Théâtre des opérations

Il y a quelque chose d’insaisissable dans le geste explosif de Cédric Ponti. Si la déflagration par le feu est désormais intégrée aux pratiques de l’art – des coups de fusil de Niki de Saint Phalle au feu d’artifice dans une voiture de Elisa Pône -, il reste que dans son cas, ce geste parait mélanger le gout enfantin du danger des pétards, l’action spectaculaire de brigand et le sabotage à connotation politique. C’est, au final, la sage répartition de l’art en disciplines qui en sort dynamitée – chez Cédric Ponti la peinture ou la sculpture deviennent des performances.
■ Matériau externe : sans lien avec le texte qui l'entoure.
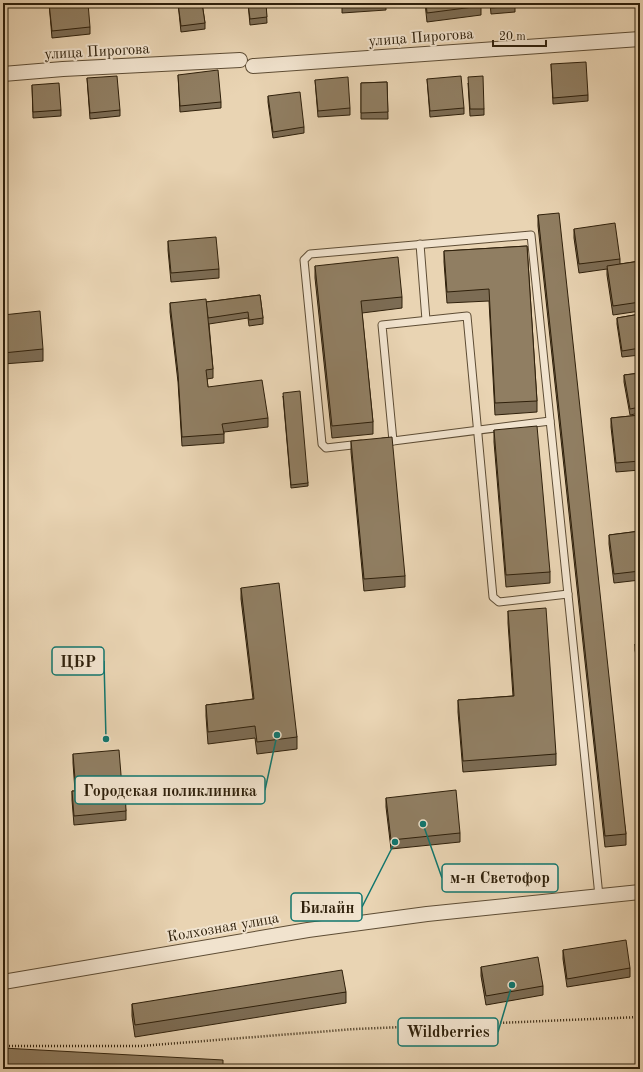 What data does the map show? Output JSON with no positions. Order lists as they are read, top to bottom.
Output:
{
  "streets": {
    "street": ["улица Пирогова", "Колхозная улица"]
  },
  "places": [
    "Городская поликлиника",
    "ЦБР",
    "м-н Светофор",
    "Билайн",
    "Wildberries"
  ],
  "scale_bar": "20 m"
} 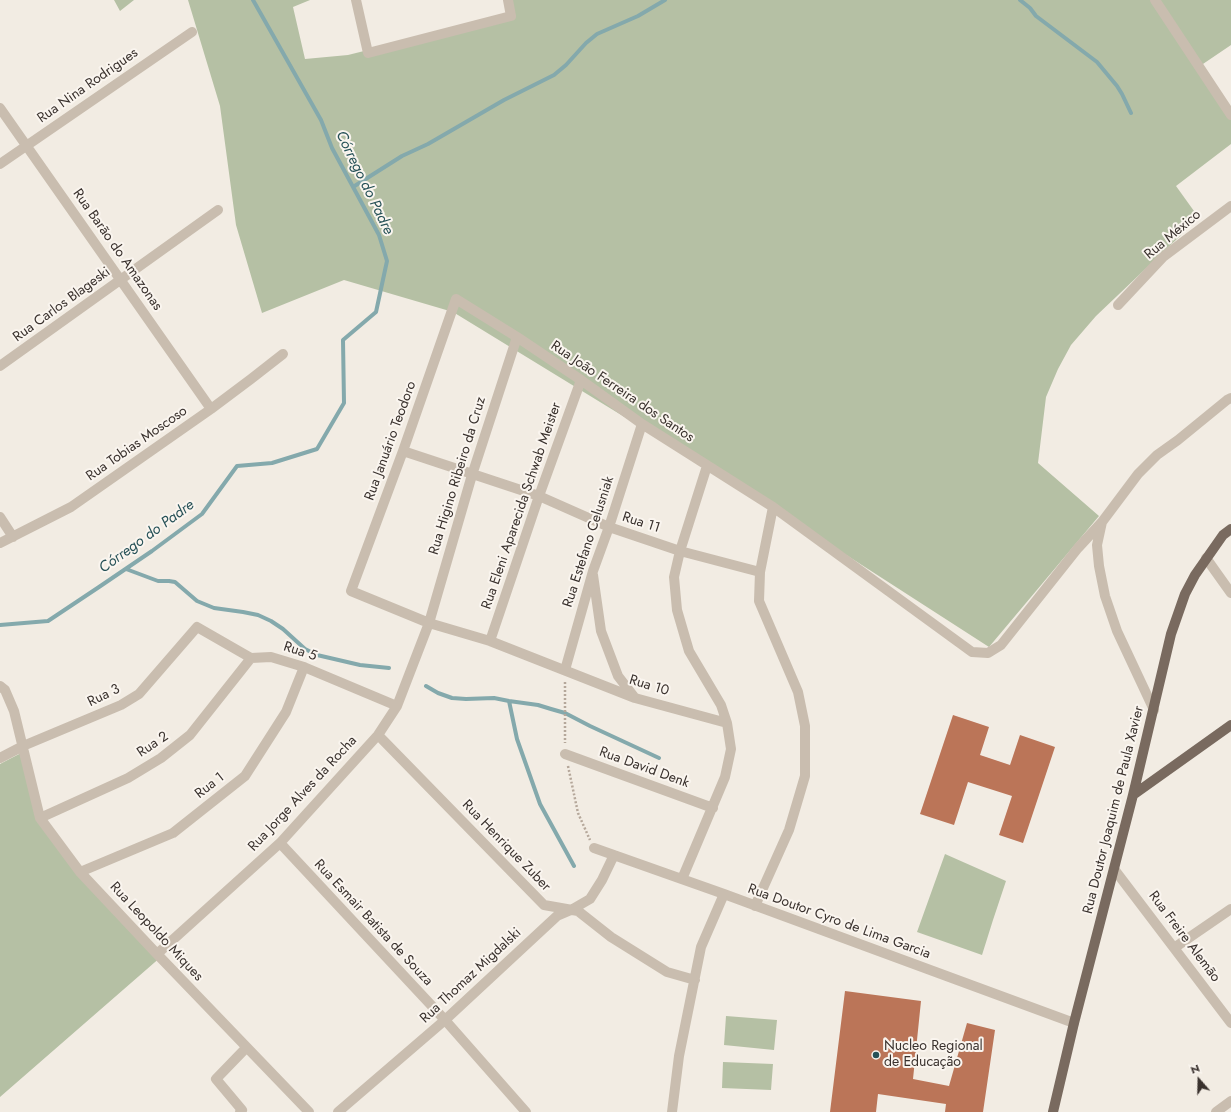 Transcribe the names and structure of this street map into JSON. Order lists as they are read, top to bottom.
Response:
{
  "streets": {
    "main road": ["Rua Doutor Joaquim de Paula Xavier"],
    "street": [
      "Rua Nina Rodrigues",
      "Rua México",
      "Rua Barão do Amazonas",
      "Rua Carlos Blageski",
      "Rua João Ferreira dos Santos",
      "Rua Januário Teodoro",
      "Rua Tobias Moscoso",
      "Rua Higino Ribeiro da Cruz",
      "Rua Eleni Aparecida Schwab Meister",
      "Rua 11",
      "Rua Estefano Celusniak",
      "Rua 5",
      "Rua 10",
      "Rua 3",
      "Rua 2",
      "Rua David Denk",
      "Rua 1",
      "Rua Jorge Alves da Rocha",
      "Rua Henrique Zuber",
      "Rua Doutor Cyro de Lima Garcia",
      "Rua Esmair Batista de Souza",
      "Rua Leopoldo Miques",
      "Rua Freire Alemão",
      "Rua Thomaz Migdalski"
    ]
  },
  "crossings": [
    ["Rua Nina Rodrigues", "Rua Barão do Amazonas"],
    ["Rua Barão do Amazonas", "Rua Carlos Blageski"],
    ["Rua Barão do Amazonas", "Rua Tobias Moscoso"],
    ["Rua João Ferreira dos Santos", "Rua Januário Teodoro"],
    ["Rua João Ferreira dos Santos", "Rua Higino Ribeiro da Cruz"],
    ["Rua João Ferreira dos Santos", "Rua Eleni Aparecida Schwab Meister"],
    ["Rua João Ferreira dos Santos", "Rua Estefano Celusniak"],
    ["Rua Januário Teodoro", "Rua 11"],
    ["Rua Januário Teodoro", "Rua 10"],
    ["Rua Higino Ribeiro da Cruz", "Rua 11"],
    ["Rua Higino Ribeiro da Cruz", "Rua 10"],
    ["Rua Higino Ribeiro da Cruz", "Rua Jorge Alves da Rocha"],
    ["Rua Eleni Aparecida Schwab Meister", "Rua 11"],
    ["Rua Eleni Aparecida Schwab Meister", "Rua 10"],
    ["Rua 11", "Rua Estefano Celusniak"],
    ["Rua Estefano Celusniak", "Rua 10"],
    ["Rua 5", "Rua 3"],
    ["Rua 5", "Rua 2"],
    ["Rua 5", "Rua 1"],
    ["Rua 5", "Rua Jorge Alves da Rocha"],
    ["Rua 10", "Rua Jorge Alves da Rocha"],
    ["Rua 3", "Rua 2"],
    ["Rua 3", "Rua Leopoldo Miques"],
    ["Rua 2", "Rua Leopoldo Miques"],
    ["Rua 1", "Rua Leopoldo Miques"],
    ["Rua Jorge Alves da Rocha", "Rua Henrique Zuber"],
    ["Rua Jorge Alves da Rocha", "Rua Esmair Batista de Souza"],
    ["Rua Jorge Alves da Rocha", "Rua Leopoldo Miques"],
    ["Rua Doutor Joaquim de Paula Xavier", "Rua Doutor Cyro de Lima Garcia"],
    ["Rua Doutor Joaquim de Paula Xavier", "Rua Freire Alemão"],
    ["Rua Henrique Zuber", "Rua Thomaz Migdalski"],
    ["Rua Doutor Cyro de Lima Garcia", "Rua Thomaz Migdalski"],
    ["Rua Esmair Batista de Souza", "Rua Thomaz Migdalski"]
  ],
  "water": ["Córrego do Padre"],
  "places": ["Nucleo Regional de Educação"],
  "north": "top"
} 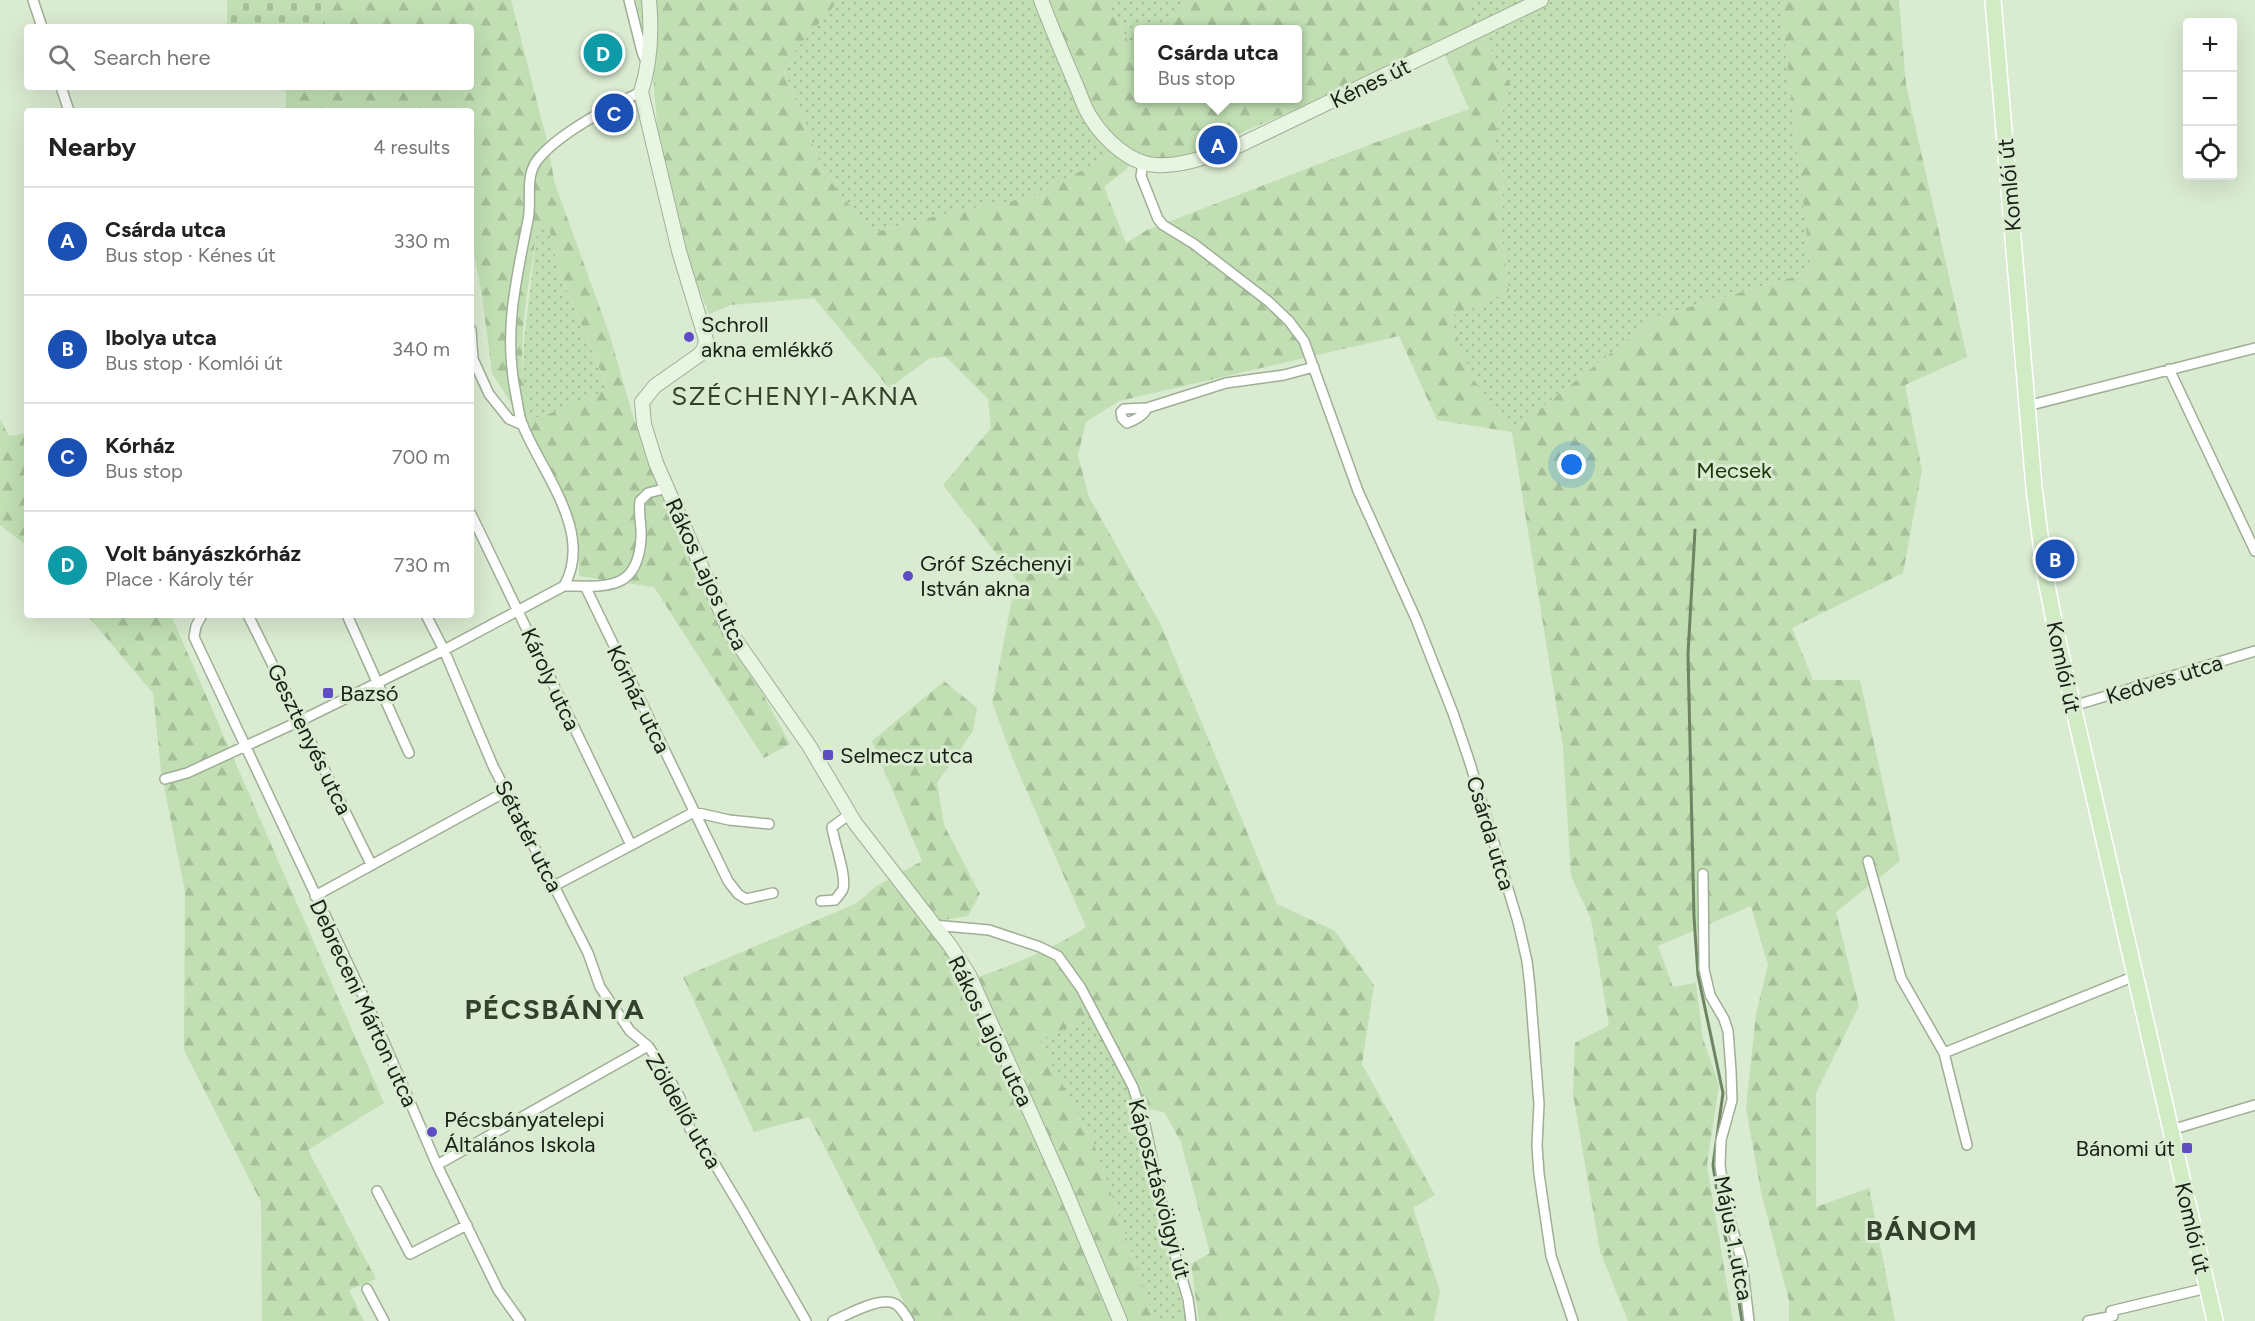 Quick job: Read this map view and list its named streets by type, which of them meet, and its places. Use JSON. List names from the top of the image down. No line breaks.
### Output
{"streets":{"main road":["Komlói út"],"street":["Kénes út","Rákos Lajos utca","Károly utca","Kedves utca","Kórház utca","Gesztenyés utca","Csárda utca","Sétatér utca","Debreceni Márton utca","Zöldellő utca","Káposztásvölgyi út","Május 1. utca"]},"crossings":[["Kénes út","Csárda utca"],["Komlói út","Kedves utca"],["Rákos Lajos utca","Káposztásvölgyi út"],["Sétatér utca","Zöldellő utca"],["Debreceni Márton utca","Zöldellő utca"]],"districts":["SZÉCHENYI-AKNA","PÉCSBÁNYA","BÁNOM"],"parks":["Mecsek"],"places":{"other":["Schroll akna emlékkő","Gróf Széchenyi István akna","Pécsbányatelepi Általános Iskola"],"transit":["Bazsó","Selmecz utca","Bánomi út"]},"page":{"map_buttons":["+","−"],"search":"Search here","popup":["Csárda utca","Bus stop"],"pins":["D","C","A","B"],"heading":["Nearby","4 results"],"list":[{"mark":"A","name":"Csárda utca","note":"Bus stop · Kénes út","value":"330 m"},{"mark":"B","name":"Ibolya utca","note":"Bus stop · Komlói út","value":"340 m"},{"mark":"C","name":"Kórház","note":"Bus stop","value":"700 m"},{"mark":"D","name":"Volt bányászkórház","note":"Place · Károly tér","value":"730 m"}]}} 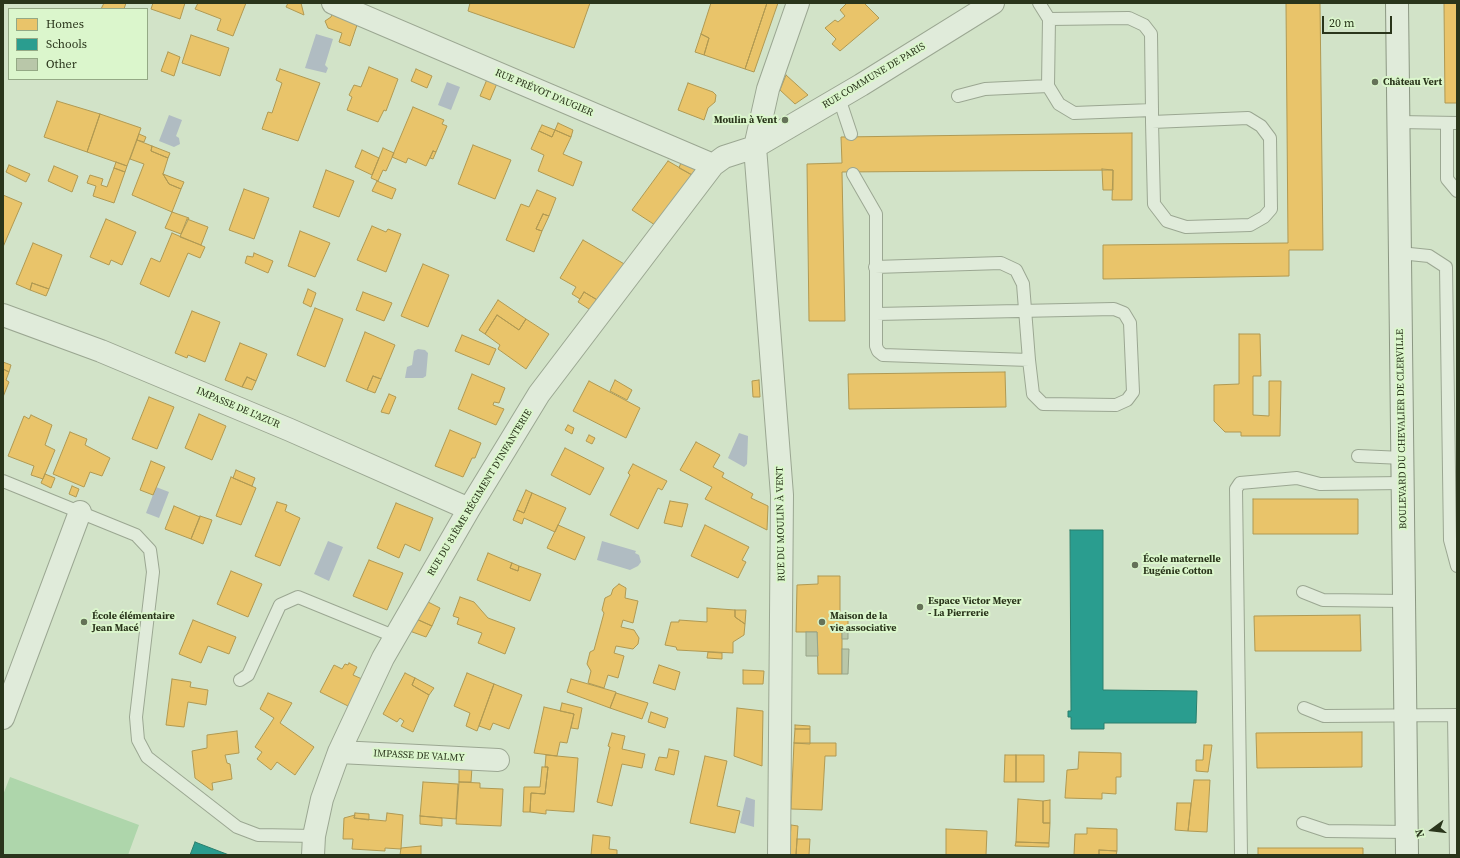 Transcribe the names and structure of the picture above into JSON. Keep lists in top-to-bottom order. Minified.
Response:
{"streets":{"street":["RUE COMMUNE DE PARIS","RUE PRÉVOT D'AUGIER","IMPASSE DE L'AZUR","BOULEVARD DU CHEVALIER DE CLERVILLE","RUE DU 81ÈME RÉGIMENT D'INFANTERIE","RUE DU MOULIN À VENT","IMPASSE DE VALMY"]},"crossings":[["RUE COMMUNE DE PARIS","RUE DU MOULIN À VENT"],["RUE PRÉVOT D'AUGIER","RUE DU 81ÈME RÉGIMENT D'INFANTERIE"],["IMPASSE DE L'AZUR","RUE DU 81ÈME RÉGIMENT D'INFANTERIE"],["RUE DU 81ÈME RÉGIMENT D'INFANTERIE","IMPASSE DE VALMY"]],"places":["Château Vert","Moulin à Vent","École maternelle Eugénie Cotton","Espace Victor Meyer - La Pierrerie","École élémentaire Jean Macé","Maison de la vie associative"],"legend":["Homes","Schools","Other"],"scale_bar":"20 m","north":"left"}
Il avait déjà fait détonner des boites noires rappelant l’esthétique minimale, laissant écrit au mur le nom de code de bombes, ou éclaté des têtes en argile à la dynamite pour les transformer en gueules cassées, mais sa démarche s’inscrit clairement dans le contexte politique contemporain. « Je m’intéresse à l’actualité véhiculée par les médias car c’est une mécanique à facettes qui reflète à la fois une version dominante de la réalité mais aussi ses paradoxes, c’est en permanent conflit et transformation », souligne l’artiste. Mettant en évidence la violence qui se cache derrière certaines expressions – « frappes chirurgicales » ou « dommages collatéraux » – qui lui servent parfois de titres, il rappelle en écrivant aux explosifs sur un mur: « être neutre c’est déjà avoir une position ». 

Pour l’installation à l’Hôtel des Arts de Toulon, Cédric Ponti expose un ensemble de peintures performatives réalisées à l’explosif: sur des écrans vidéo on voit d’abord des monochromes blancs qui, une fois déclenchée laissent voir le dessin au pochoir d’un paysage urbain. Reprenant les codes du « direct », tel qu’il le nomme, faisant écho à un imaginaire médiatique des conflits sociaux (mise à feu, explosifs, désobéissance civile), les paysages qu’il dévoile sont ceux d’une ville partagée géographiquement et socialement entre centre et périphérie. D’origine Corse et ayant développé un travail artistique en interaction avec des quartiers socialement défavorisés à Marseille ou à la Seyne-sur-Mer, Cédric Ponti est sensible à cette dynamique de la géographie urbaine. « Il y a une déconnexion de ces réalités sociales, des frontières invisibles se sont formées, la périphérie sert à nourrir le centre en énergie », évoque l’artiste. Dans un contexte où la mise en scène d’un centre ville ne peut s’établir sans le travail et les moyens de fabrication de ce décor réalisé à partir de la banlieue, celle-ci met à nu les câbles de fournissement d’énergie, les unités de production et la condition économique sous-jacente de ceux qui apportent leur énergie au théâtre urbain quotidien. C’est à la violence impliquée par l’exercice du contrôle de la violence qui semble répondre l’artiste avec son geste de déflagration. Le paradoxe, toujours à l’œuvre dans sa démarche – comme quand il recouvre ses expositions d’un émaillage précieux – s’étend à ce geste finalement joyeux, libérant des couleurs qui donnent forme à des tableaux d’une beauté noire, violente et précise. Tout en jouant sur l’annonce réitérée de la mort de la peinture, il donne vie à un art évolutif, en prise avec la réalité et la fiction médiatique contemporaine, agissant de l’intérieur et non pas en surplomb, pour mieux renverser les hiérarchies entre le centre et la périphérie. Dans son langage artistique il est toujours question d’un déplacement radical de point de vue: que devient le centre du pouvoir dès lors qu’on considère l’énergie humaine collective concentrée dans ses marges?